The restaurant is quiet again. The silence has returned stronger than before.… Covid has taken the buzz from me once again, and my healing has now become part of what ails me. The silence, compounded I’m sure by the recent passing of my father, is now deafening. The quiet is crushing me. I’m obsessing over the fix I need, one more week of noise followed by that release of silence. I want to feel that reward.

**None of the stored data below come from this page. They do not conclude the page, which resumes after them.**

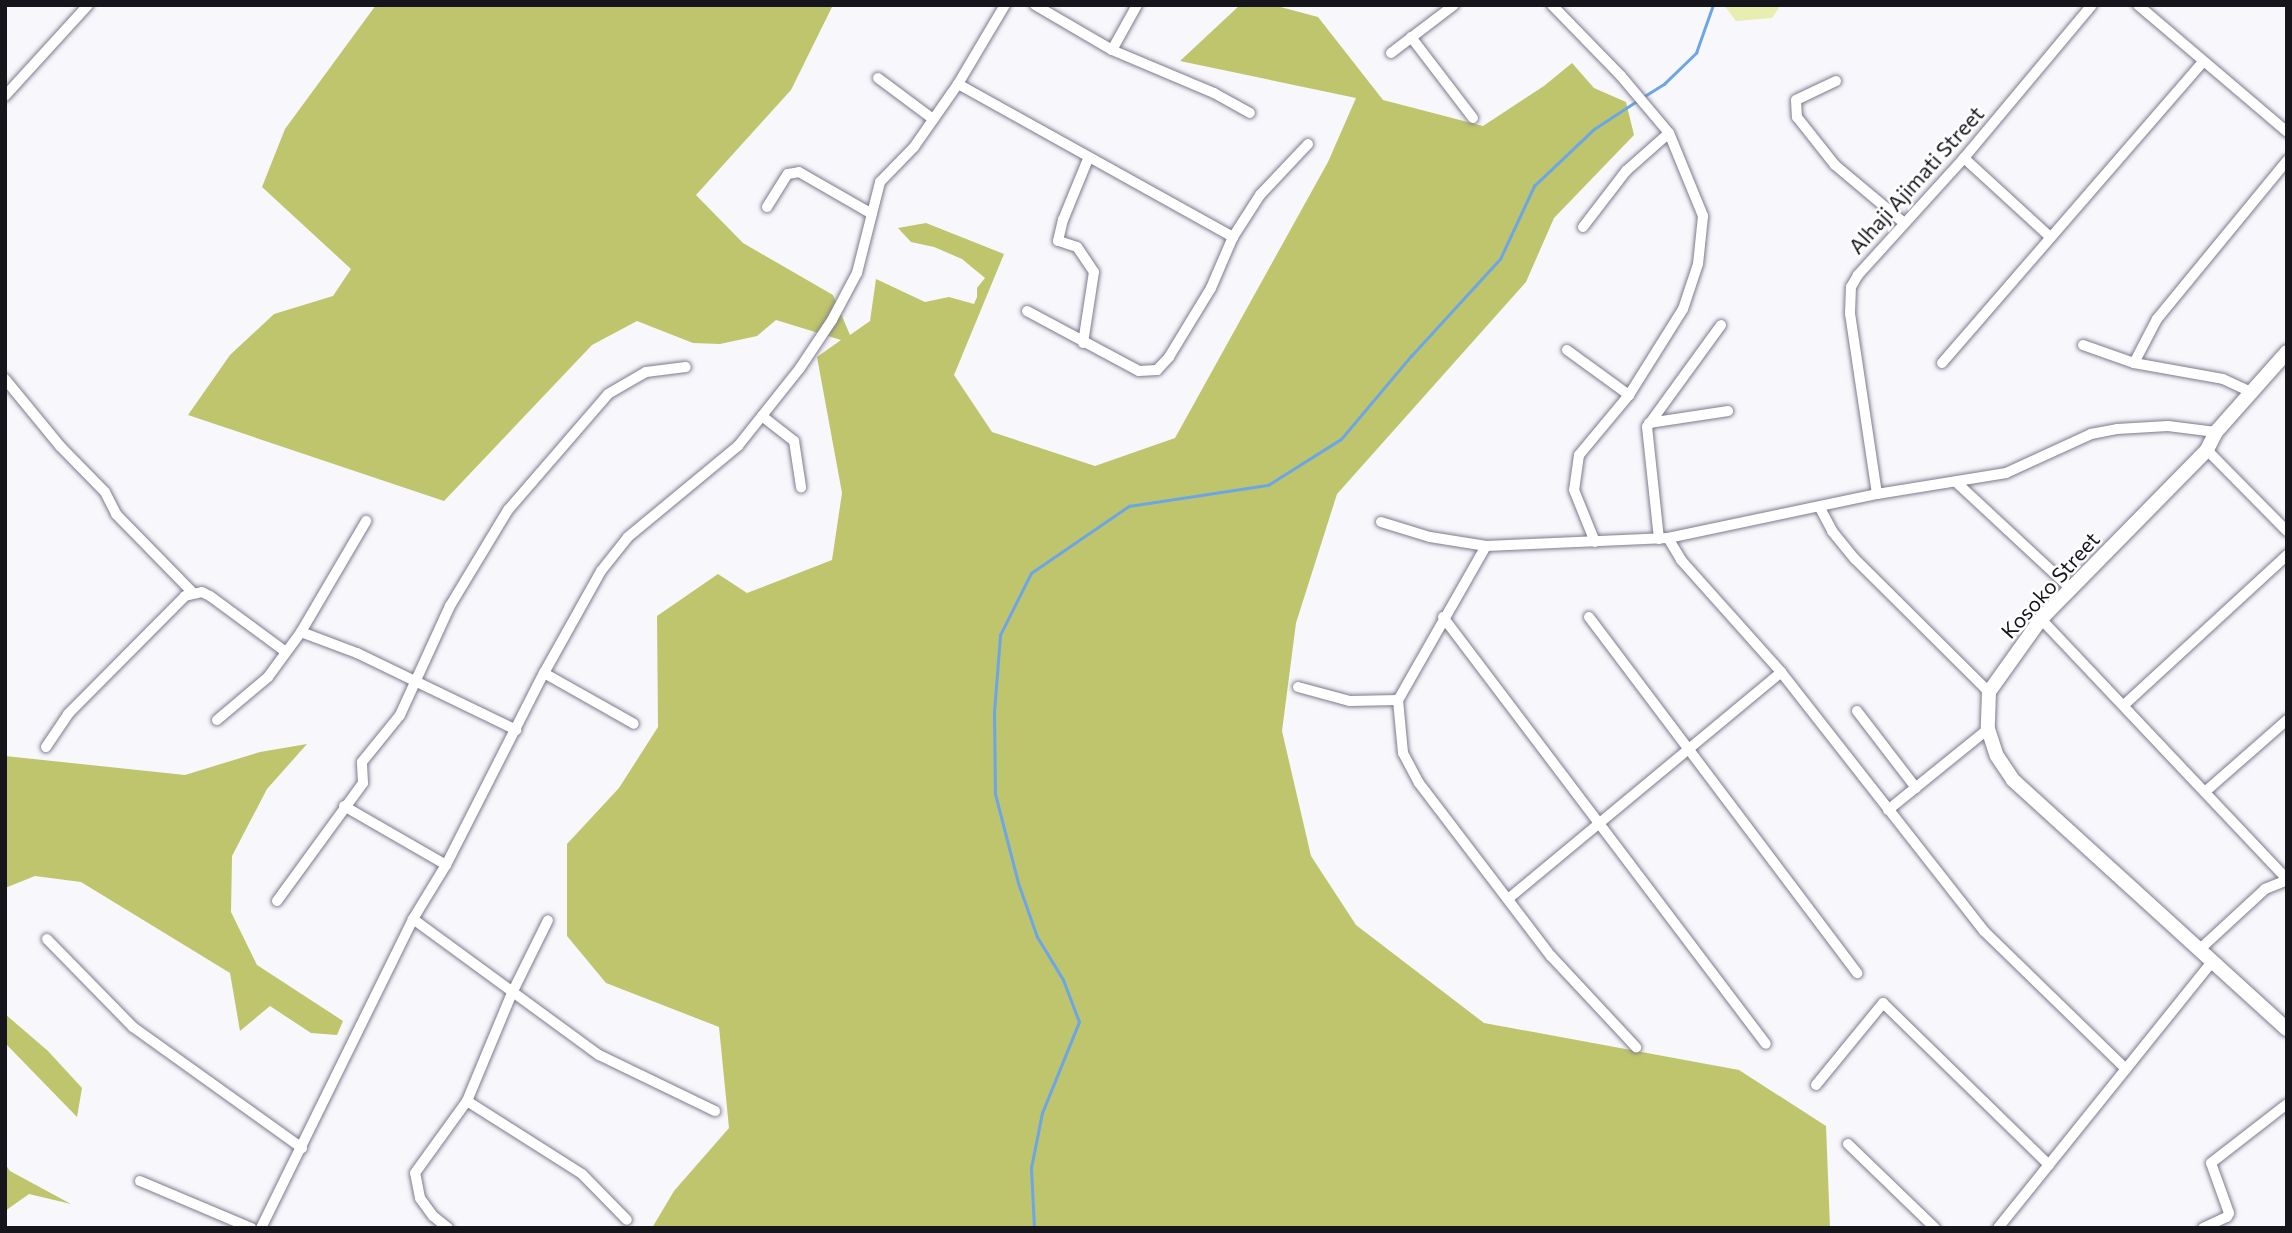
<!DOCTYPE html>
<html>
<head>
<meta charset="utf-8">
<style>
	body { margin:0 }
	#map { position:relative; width:2292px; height:1233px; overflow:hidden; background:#f8f7fb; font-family:Commissioner,sans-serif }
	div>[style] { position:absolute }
	.green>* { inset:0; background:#e8eeaf }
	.forest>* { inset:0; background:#bfc56c }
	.stream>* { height:2.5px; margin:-1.25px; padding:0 1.25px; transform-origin:1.25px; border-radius:1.25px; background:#6da6e7 }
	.roads { filter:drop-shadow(0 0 2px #7e7a8e) drop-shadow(0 0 2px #7e7a8e) }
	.street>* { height:10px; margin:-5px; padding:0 5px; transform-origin:5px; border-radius:5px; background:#fff }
	.secondary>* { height:14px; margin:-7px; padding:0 7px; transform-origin:7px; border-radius:7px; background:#fff }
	span { translate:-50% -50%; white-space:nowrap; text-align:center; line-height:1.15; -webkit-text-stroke:5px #fff; paint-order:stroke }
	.street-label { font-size:21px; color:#16151c }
	.frame { position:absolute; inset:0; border:7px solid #16151c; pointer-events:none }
</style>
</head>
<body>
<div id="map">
	<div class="green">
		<div style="clip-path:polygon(1724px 5px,1781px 5px,1772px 18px,1736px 21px)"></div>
	</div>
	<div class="forest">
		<div style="clip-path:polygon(376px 5px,833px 5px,791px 90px,696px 195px,743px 243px,833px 295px,850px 335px,870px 321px,876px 279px,925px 302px,949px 297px,974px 304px,977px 297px,977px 288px,985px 278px,962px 259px,934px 247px,911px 242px,898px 228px,926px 223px,1004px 254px,954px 375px,992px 432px,1095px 466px,1175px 438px,1328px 162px,1356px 98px,1180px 61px,1240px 5px,1273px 5px,1318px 17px,1383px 100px,1483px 126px,1544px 86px,1572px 63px,1594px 88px,1626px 102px,1634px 135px,1554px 218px,1526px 282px,1337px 494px,1296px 623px,1282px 731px,1311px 856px,1356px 925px,1484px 1023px,1739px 1070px,1826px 1126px,1830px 1228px,652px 1228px,674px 1191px,729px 1128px,719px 1027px,606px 983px,567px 936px,567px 844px,619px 788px,658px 727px,657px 616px,718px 574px,747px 593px,832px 560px,842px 493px,817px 357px,841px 340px,776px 320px,757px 336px,720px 344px,693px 343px,637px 321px,592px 345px,444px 501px,188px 415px,230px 355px,274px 314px,333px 296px,351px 269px,262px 187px,285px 129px)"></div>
		<div style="clip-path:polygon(307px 744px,267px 789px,232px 856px,231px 912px,257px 965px,343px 1021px,337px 1035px,311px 1033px,270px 1006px,240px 1031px,230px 973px,81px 882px,35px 876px,5px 888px,5px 756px,185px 775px,260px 752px)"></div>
		<div style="clip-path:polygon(5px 1014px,48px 1051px,82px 1088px,77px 1117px,5px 1043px)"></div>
		<div style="clip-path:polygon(5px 1164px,10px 1171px,71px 1204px,29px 1194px,5px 1211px)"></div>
	</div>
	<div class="stream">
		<div style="left:1643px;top:97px;width:25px;rotate:-32deg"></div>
		<div style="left:1664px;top:84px;width:45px;rotate:-44.1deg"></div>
		<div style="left:1696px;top:53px;width:51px;rotate:-70.5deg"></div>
		<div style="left:1034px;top:1228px;width:60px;rotate:-92.9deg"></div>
		<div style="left:1031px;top:1168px;width:56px;rotate:-78.7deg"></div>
		<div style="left:1042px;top:1113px;width:98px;rotate:-67.9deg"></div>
		<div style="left:1079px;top:1022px;width:45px;rotate:-110.9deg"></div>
		<div style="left:1063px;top:980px;width:50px;rotate:-121.2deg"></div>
		<div style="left:1037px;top:937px;width:57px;rotate:-109.4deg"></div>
		<div style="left:1018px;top:883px;width:92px;rotate:-104.5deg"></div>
		<div style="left:995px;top:794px;width:82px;rotate:-90.7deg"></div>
		<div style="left:994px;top:712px;width:77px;rotate:-85.5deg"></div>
		<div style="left:1000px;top:635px;width:69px;rotate:-63.4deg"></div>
		<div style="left:1031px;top:573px;width:119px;rotate:-34.4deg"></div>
		<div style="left:1129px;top:506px;width:141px;rotate:-8.6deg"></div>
		<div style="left:1268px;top:485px;width:86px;rotate:-32.2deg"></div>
		<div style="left:1341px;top:439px;width:109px;rotate:-49.9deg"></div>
		<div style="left:1411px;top:356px;width:132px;rotate:-47.5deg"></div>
		<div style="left:1500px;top:259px;width:81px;rotate:-65deg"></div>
		<div style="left:1534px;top:186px;width:83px;rotate:-43.5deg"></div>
		<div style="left:1594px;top:129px;width:51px;rotate:-33.1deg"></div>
	</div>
	<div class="roads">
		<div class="street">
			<div style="left:1035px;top:5px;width:89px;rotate:30.3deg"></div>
			<div style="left:1112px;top:50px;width:111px;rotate:22.9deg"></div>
			<div style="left:1214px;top:93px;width:41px;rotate:29.1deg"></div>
			<div style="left:1552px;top:5px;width:99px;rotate:45.8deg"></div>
			<div style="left:1621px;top:76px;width:75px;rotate:49.9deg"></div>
			<div style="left:1669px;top:133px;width:90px;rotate:67.7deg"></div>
			<div style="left:1703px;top:216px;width:48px;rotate:95.9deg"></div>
			<div style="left:1698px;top:264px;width:47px;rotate:108.4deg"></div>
			<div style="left:1683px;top:309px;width:102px;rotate:122.1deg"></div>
			<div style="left:1629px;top:395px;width:78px;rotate:129.8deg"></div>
			<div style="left:1579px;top:455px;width:35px;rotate:98deg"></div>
			<div style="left:1574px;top:490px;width:56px;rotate:68deg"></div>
			<div style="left:2138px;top:5px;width:196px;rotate:40.4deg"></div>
			<div style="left:1411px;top:37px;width:102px;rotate:52.6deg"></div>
			<div style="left:1112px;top:50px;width:51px;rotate:-60.9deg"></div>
			<div style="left:1391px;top:53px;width:79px;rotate:-37.3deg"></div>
			<div style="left:878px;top:78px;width:69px;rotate:36.7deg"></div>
			<div style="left:1836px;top:81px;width:44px;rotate:154.6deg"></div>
			<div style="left:1796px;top:100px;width:17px;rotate:87deg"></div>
			<div style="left:1797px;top:117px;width:61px;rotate:51.6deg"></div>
			<div style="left:1835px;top:165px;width:90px;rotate:40deg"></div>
			<div style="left:958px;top:84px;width:315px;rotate:29.1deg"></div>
			<div style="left:5px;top:96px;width:123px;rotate:-47.6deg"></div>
			<div style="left:1964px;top:158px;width:115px;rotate:42.5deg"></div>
			<div style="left:767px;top:207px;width:39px;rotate:-58deg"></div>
			<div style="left:788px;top:174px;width:11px;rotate:-10deg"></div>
			<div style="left:799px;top:172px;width:84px;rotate:29.9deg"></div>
			<div style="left:1583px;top:227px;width:71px;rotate:-52.5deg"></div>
			<div style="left:1626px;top:171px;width:57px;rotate:-41.5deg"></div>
			<div style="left:1027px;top:311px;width:127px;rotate:28.2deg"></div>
			<div style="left:1139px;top:371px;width:18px;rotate:-3deg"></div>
			<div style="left:1157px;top:370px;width:18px;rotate:-47deg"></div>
			<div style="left:1169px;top:357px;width:81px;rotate:-58.7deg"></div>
			<div style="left:1211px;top:288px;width:56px;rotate:-66.7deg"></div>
			<div style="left:1233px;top:237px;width:50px;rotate:-57.3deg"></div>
			<div style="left:1260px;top:195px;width:70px;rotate:-46.7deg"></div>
			<div style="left:1083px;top:343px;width:72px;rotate:-81.2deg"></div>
			<div style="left:1094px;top:272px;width:30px;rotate:-124deg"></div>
			<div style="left:1077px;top:247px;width:20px;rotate:-162deg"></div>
			<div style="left:1058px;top:241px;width:22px;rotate:-77deg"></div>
			<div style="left:1063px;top:220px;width:66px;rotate:-67.7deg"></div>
			<div style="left:2083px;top:345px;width:54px;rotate:19.4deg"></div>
			<div style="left:2134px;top:363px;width:90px;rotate:10.2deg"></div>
			<div style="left:2223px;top:379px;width:29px;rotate:25deg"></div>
			<div style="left:1567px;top:350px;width:77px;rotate:36deg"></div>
			<div style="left:1942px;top:363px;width:398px;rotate:-49.1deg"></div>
			<div style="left:2134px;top:363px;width:50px;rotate:-62.4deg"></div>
			<div style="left:2157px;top:319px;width:205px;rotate:-50.6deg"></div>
			<div style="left:5px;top:379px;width:87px;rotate:50.6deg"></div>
			<div style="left:60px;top:446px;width:64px;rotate:45.6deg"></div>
			<div style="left:105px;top:492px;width:25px;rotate:63deg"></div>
			<div style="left:116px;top:514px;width:110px;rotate:45.7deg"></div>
			<div style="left:762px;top:416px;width:41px;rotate:38deg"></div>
			<div style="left:794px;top:441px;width:47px;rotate:81.3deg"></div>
			<div style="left:1649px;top:423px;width:80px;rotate:-8.6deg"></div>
			<div style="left:2207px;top:450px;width:114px;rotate:45.4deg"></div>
			<div style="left:1956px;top:482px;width:156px;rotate:42.9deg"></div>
			<div style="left:1877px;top:494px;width:182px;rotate:-98.5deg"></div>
			<div style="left:1850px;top:314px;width:27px;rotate:-88deg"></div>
			<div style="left:1851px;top:287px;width:14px;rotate:-60deg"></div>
			<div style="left:1858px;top:275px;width:158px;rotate:-47.8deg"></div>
			<div style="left:1964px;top:158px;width:199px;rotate:-50.1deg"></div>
			<div style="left:1820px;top:508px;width:26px;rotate:62deg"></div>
			<div style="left:1832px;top:531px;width:36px;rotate:51deg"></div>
			<div style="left:1855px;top:559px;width:189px;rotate:44.8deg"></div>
			<div style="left:1381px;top:522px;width:51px;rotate:17deg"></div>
			<div style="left:1430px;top:537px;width:57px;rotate:9.1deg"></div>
			<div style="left:1486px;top:546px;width:182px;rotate:-2.5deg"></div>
			<div style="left:1668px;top:538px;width:214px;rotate:-11.9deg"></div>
			<div style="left:1877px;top:494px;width:131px;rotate:-9.2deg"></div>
			<div style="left:2006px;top:473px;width:94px;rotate:-24.6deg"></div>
			<div style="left:2091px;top:434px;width:26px;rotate:-11deg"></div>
			<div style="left:2117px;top:429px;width:51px;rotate:-3.4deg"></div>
			<div style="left:2168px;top:426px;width:48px;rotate:7.1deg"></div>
			<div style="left:1668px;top:538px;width:26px;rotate:59deg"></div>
			<div style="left:1681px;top:560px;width:150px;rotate:48.2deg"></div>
			<div style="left:1781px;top:672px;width:329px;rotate:51.9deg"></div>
			<div style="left:1984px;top:931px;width:198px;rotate:44.2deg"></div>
			<div style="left:1659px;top:539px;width:113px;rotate:-96.1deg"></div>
			<div style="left:1647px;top:427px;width:126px;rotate:-54deg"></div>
			<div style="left:1486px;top:546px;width:177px;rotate:119.7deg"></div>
			<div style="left:1398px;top:700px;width:53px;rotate:84.6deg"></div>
			<div style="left:1403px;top:753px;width:34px;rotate:62deg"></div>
			<div style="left:1419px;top:783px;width:218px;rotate:52.7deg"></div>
			<div style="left:1551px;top:956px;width:125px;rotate:47deg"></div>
			<div style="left:1443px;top:617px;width:535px;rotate:52.89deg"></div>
			<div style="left:1589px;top:617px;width:446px;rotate:53deg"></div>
			<div style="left:2041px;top:619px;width:358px;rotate:46.6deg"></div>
			<div style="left:301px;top:632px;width:60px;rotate:20.6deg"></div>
			<div style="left:357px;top:653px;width:177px;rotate:25.8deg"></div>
			<div style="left:544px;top:673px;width:103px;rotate:29.5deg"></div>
			<div style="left:1298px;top:687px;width:54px;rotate:15.1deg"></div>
			<div style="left:1350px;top:701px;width:48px;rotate:-1.2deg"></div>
			<div style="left:2124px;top:705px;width:222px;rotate:-42.6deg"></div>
			<div style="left:1857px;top:711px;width:97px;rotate:52.5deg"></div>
			<div style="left:217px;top:720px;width:67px;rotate:-40.1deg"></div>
			<div style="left:268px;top:677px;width:56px;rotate:-53.7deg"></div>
			<div style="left:301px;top:632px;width:129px;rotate:-59.6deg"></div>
			<div style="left:46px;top:747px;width:40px;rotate:-56deg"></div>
			<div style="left:68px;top:714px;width:166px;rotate:-45.2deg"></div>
			<div style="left:185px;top:596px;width:17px;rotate:-13deg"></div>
			<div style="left:202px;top:592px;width:9px;rotate:27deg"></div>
			<div style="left:210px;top:596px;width:94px;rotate:36.4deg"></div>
			<div style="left:2206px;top:791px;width:108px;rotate:-41.2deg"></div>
			<div style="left:344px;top:806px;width:118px;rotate:30deg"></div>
			<div style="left:1888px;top:810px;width:129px;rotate:-39deg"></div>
			<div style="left:1508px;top:899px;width:355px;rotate:-39.7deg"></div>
			<div style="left:277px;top:901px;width:146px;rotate:-53.9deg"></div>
			<div style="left:363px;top:783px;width:21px;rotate:-93deg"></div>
			<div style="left:362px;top:762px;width:60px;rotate:-51deg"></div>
			<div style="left:400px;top:715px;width:120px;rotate:-65.4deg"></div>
			<div style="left:450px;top:606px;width:112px;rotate:-58.9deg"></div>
			<div style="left:508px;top:510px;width:153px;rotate:-49.2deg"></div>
			<div style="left:608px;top:394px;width:44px;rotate:-30.1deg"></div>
			<div style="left:646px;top:372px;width:40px;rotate:-7.1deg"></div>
			<div style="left:413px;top:919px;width:230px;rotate:36.2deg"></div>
			<div style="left:599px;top:1055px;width:129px;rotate:25.8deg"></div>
			<div style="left:47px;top:939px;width:123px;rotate:45.7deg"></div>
			<div style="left:133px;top:1027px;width:208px;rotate:35.6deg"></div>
			<div style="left:2199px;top:950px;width:90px;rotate:-42.7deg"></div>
			<div style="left:2265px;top:889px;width:24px;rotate:-22deg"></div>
			<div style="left:1816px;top:1085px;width:106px;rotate:-50.7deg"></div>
			<div style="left:1883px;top:1003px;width:232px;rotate:44.3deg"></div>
			<div style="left:467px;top:1101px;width:136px;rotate:32.4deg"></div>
			<div style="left:582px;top:1174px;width:64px;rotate:45.6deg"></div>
			<div style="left:1848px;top:1144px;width:121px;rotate:44deg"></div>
			<div style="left:140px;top:1181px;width:121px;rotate:22.9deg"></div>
			<div style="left:261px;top:1228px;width:344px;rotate:-63.8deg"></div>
			<div style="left:413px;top:919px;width:63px;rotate:-58.6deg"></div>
			<div style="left:446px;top:865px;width:216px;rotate:-63deg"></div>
			<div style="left:544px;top:673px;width:117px;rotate:-60.8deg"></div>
			<div style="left:601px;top:571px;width:43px;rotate:-51.5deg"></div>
			<div style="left:628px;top:537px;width:143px;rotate:-39.6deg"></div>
			<div style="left:738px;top:446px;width:100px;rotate:-51.5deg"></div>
			<div style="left:800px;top:368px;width:58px;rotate:-56.3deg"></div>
			<div style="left:832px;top:320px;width:53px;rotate:-62deg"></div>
			<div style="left:857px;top:273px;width:94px;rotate:-75.8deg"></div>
			<div style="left:880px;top:182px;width:49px;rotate:-45.8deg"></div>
			<div style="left:914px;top:147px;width:77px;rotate:-55.1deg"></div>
			<div style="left:958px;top:84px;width:92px;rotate:-59.3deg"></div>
			<div style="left:448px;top:1228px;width:19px;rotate:-141deg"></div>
			<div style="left:433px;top:1216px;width:22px;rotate:-126deg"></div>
			<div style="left:420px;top:1198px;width:25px;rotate:-101deg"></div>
			<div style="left:415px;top:1173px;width:89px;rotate:-54.2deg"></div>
			<div style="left:467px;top:1101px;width:117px;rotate:-67.4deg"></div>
			<div style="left:512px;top:993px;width:81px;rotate:-63.7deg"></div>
			<div style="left:1998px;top:1228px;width:341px;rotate:-51.2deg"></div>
			<div style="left:2203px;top:1228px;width:26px;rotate:-25deg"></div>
			<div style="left:2227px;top:1217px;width:4px;rotate:-63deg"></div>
			<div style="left:2229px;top:1213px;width:53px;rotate:-109.8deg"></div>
			<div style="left:2211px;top:1163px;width:96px;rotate:-37.8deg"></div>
		</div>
		<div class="secondary">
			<div style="left:2287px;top:352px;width:107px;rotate:131.6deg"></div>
			<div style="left:2216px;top:432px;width:20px;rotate:117deg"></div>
			<div style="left:2207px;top:450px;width:237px;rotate:134.5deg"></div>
			<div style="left:2041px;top:619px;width:90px;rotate:125.5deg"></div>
			<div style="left:1989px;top:692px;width:37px;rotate:92deg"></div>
			<div style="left:1988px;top:729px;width:28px;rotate:72deg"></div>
			<div style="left:1997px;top:756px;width:29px;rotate:56deg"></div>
			<div style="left:2013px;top:780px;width:370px;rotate:42.3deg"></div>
		</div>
	</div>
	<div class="street-label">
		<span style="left:1916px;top:180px;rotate:-48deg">Alhaji Ajimati Street</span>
		<span style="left:2050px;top:585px;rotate:-48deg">Kosoko Street</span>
	</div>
	<div class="frame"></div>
</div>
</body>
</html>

Every job is a combination of parts you don’t like mixed with parts you do. If you only choose a job based on the parts you like then you’ll never find the right job for you. Why? Because a job free of difficulties is not actual work. That’s fun, and that you pay admission for. Jobs mostly suck. There’s always something you’d rather be doing than work, and that is precisely why you get paid to do it. Our challenge is to find the bad stuff that we can most easily endure. This, in a nutshell, is exactly what guidance counselors should be telling young people. Find the work you hate the least. For me, it’s this restaurant world. I can handle the hours, I can handle the reviews, I can even stomach the employee drama that for some reason resonates in the restaurant world. I can handle the heat. I can handle the noise…. But I cannot handle the silence. I did not sign up for silence. Cake is good, but if all you ever give me is cake I will no longer want it. I want to want the silence. And so, I need the noise. I need the perspective the bad parts provide to truly feel balance. Without it, I’m lost. I don’t know how to operate in this new formula, but I’m not ready to give up yet. As I’ve always waded through the sound, I will wade through this silence. I will somehow someway stay the course. Because as I always preach the importance of perspective, I must now consider my own advice here and see the possibility that I’m just being dealt a dosage of perspective I’ve never experienced before. In that case, the reward that will follow promises to be equally outstanding.
So, today, I choose hope.
I choose to believe that tomorrow will be better.
I choose to accept this quiet now.
But be warned.
I’m coming out of this more determined and more ready for my future.
Bring me the noise, and I will revel in it.